ACTIVITY.
Below are records; please set down exactly the lines from the first through the one containing "Dump the readable".
━━━ DATASET ENTRIES ━━━
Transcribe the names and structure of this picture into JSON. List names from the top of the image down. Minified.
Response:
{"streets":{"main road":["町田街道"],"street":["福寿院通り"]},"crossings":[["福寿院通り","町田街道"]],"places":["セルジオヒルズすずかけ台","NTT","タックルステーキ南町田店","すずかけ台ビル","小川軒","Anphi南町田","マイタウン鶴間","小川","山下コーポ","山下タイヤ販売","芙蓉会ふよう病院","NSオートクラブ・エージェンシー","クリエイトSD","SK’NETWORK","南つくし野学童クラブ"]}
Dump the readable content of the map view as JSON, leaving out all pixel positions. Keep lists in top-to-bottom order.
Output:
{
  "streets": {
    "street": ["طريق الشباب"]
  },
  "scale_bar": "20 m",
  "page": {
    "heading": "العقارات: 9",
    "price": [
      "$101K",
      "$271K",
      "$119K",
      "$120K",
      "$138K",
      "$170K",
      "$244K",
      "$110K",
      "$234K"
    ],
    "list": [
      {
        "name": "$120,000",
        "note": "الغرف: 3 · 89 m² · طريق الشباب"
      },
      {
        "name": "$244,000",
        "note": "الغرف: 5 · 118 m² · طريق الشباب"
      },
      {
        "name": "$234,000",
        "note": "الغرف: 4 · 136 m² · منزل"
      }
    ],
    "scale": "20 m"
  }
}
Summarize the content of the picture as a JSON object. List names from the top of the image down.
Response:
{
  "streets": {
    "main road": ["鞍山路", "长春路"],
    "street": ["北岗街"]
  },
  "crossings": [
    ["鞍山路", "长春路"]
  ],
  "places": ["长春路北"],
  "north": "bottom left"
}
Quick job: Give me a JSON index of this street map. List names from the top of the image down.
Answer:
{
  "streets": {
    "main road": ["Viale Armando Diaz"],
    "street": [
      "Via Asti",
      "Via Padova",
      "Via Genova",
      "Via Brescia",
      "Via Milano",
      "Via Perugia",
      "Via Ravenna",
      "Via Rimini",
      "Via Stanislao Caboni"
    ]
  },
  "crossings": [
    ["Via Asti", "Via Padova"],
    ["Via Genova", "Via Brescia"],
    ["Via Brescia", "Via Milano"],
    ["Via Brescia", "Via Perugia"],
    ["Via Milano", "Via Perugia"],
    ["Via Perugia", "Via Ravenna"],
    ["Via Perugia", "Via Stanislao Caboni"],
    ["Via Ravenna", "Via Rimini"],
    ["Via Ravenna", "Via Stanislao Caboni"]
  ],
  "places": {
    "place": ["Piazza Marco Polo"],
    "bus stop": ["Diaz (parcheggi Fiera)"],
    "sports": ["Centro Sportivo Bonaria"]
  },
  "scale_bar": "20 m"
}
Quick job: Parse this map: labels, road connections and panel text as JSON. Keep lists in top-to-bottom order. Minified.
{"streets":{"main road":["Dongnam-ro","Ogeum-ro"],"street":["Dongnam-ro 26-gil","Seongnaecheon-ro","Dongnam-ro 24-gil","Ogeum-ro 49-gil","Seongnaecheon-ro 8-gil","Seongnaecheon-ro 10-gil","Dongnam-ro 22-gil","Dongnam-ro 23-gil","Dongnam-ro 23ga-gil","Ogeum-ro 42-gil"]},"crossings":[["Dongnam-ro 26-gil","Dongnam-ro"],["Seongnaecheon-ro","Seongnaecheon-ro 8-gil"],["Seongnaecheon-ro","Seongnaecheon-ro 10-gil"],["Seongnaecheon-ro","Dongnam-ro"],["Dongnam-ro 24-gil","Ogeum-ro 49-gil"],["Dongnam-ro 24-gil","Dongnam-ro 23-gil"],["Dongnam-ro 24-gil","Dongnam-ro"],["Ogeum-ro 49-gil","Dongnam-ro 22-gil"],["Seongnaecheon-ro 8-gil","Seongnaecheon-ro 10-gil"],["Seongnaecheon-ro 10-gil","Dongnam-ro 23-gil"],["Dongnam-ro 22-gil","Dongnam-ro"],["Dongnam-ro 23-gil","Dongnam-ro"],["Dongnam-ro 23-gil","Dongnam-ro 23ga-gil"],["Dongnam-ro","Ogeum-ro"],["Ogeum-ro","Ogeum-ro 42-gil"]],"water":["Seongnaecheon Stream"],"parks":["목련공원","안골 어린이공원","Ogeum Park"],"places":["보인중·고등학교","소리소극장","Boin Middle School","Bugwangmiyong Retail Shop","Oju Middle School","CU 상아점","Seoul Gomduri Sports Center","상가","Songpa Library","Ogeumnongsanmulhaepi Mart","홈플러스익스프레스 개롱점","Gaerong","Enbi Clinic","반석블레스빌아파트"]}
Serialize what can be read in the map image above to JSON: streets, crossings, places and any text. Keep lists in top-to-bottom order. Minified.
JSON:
━━━
WRITTEN ANSWER.
Transcribe the names and structure of this picture into JSON. List names from the top of the image down. Minified.
Response:
{"streets":{"main road":["町田街道"],"street":["福寿院通り"]},"crossings":[["福寿院通り","町田街道"]],"places":["セルジオヒルズすずかけ台","NTT","タックルステーキ南町田店","すずかけ台ビル","小川軒","Anphi南町田","マイタウン鶴間","小川","山下コーポ","山下タイヤ販売","芙蓉会ふよう病院","NSオートクラブ・エージェンシー","クリエイトSD","SK’NETWORK","南つくし野学童クラブ"]}
Dump the readable content of the map view as JSON, leaving out all pixel positions. Keep lists in top-to-bottom order.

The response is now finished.